Written in the midst of a war against tyranny, the Articles of Confederation, the first official constitution of the United States, reflected the aversion to centralized power that had driven the American Revolution. The national government created by the Articles of Confederation proved too weak, however, to resolve the domestic and international issues that arose in the country's early years. Less than a decade later, in 1789, the states adopted the current Constitution, which augmented the powers of the federal government considerably.
"A Firm League of Friendship"
The Articles of Confederation, ratified in March 1781, called the nation that emerged from the Revolutionary War a "firm league of friendship" among largely sovereign states, notes History.com. A few powers, including the authority to define foreign policy, maintain an army and wage war, were allocated to the national government, which consisted solely of a legislature. The federal government was nonetheless handicapped in its endeavors by its inability to collect taxes. The Articles of Confederation also left the national government powerless when it came to regulating trade between states and with other countries.
Foreign Policy Challenges
While foreign policy was the domain of the national government under the Articles of Confederation, there was little the legislature could do little to enforce its authority. Many states, for example, chose to ignore the provision of the Treaty of Paris of 1783 that required Americans to pay debts owed to British entities. Consequently, the British would not abandon its military posts on American territory. Moreover, Georgia took matters into its own hands when it came to disputes over the border with Spanish Florida. The state even threatened to go to war if Spain did not return slaves that had escape to its territory.
The nail in the Articles of Confederations' coffin was an insurgence of Massachusetts farmers that came to be known as Shays' Rebellion. By 1784, the fledgling United States was mired in an economic depression that was felt particularly strongly among agriculturists in Massachusetts. While indebted farmers resorted to violent protests in a number of states, the largest insurgency, led by former Continental army officer Daniel Shays, took place in Massachusetts from 1786-87. The Massachusetts militia quelled the uprising before it became a threat to state stability. The revolt, however, exposed the inability of the federal government to respond to such crises and left many leaders, including Alexander Hamilton, clamoring for reform.

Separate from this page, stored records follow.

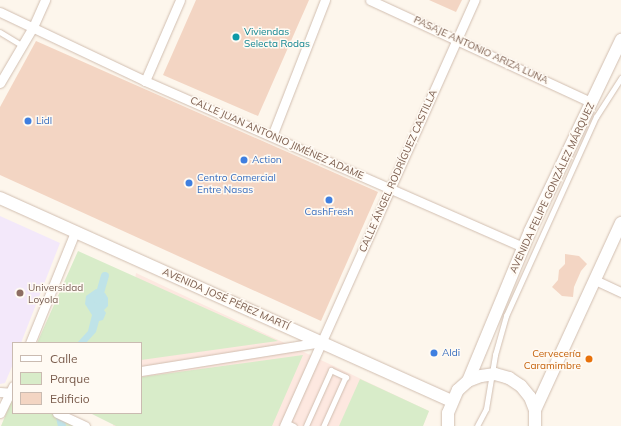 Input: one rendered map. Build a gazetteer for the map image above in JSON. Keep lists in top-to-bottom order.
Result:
{
  "streets": {
    "main road": ["AVENIDA FELIPE GONZÁLEZ MÁRQUEZ", "AVENIDA JOSÉ PÉREZ MARTÍ"],
    "street": ["PASAJE ANTONIO ARIZA LUNA", "CALLE JUAN ANTONIO JIMÉNEZ ADAME", "CALLE ÁNGEL RODRÍGUEZ CASTILLA"]
  },
  "crossings": [
    ["PASAJE ANTONIO ARIZA LUNA", "CALLE ÁNGEL RODRÍGUEZ CASTILLA"],
    ["PASAJE ANTONIO ARIZA LUNA", "AVENIDA FELIPE GONZÁLEZ MÁRQUEZ"],
    ["CALLE JUAN ANTONIO JIMÉNEZ ADAME", "CALLE ÁNGEL RODRÍGUEZ CASTILLA"],
    ["CALLE JUAN ANTONIO JIMÉNEZ ADAME", "AVENIDA FELIPE GONZÁLEZ MÁRQUEZ"],
    ["CALLE ÁNGEL RODRÍGUEZ CASTILLA", "AVENIDA JOSÉ PÉREZ MARTÍ"],
    ["AVENIDA FELIPE GONZÁLEZ MÁRQUEZ", "AVENIDA JOSÉ PÉREZ MARTÍ"]
  ],
  "places": [
    "Viviendas Selecta Rodas",
    "Lidl",
    "Action",
    "Centro Comercial Entre Nasas",
    "CashFresh",
    "Universidad Loyola",
    "Aldi",
    "Cervecería Caramimbre"
  ],
  "legend": ["Calle", "Parque", "Edificio"]
}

The Constitutional Convention
Beginning in May 1787, delegates from 12 of the 13 states -- Rhode Island chose not to participate -- gathered in Philadelphia with the explicit purpose of revising the federal government described by the Articles of Confederation. The convention's efforts to address the flaws resulted in current Constitution, which established three branches of government -- executive, legislative and judicial -- whose powers are limited by a series of procedures known as checks and balances. Under the new Constitution, ratified in 1789, the newly created Congress became a bicameral legislature consisting of the Senate and the House of Representatives and given the authority to collect taxes and regulate commerce. Moreover, the judicial branch could legally get involved in resolving conflicts between the states.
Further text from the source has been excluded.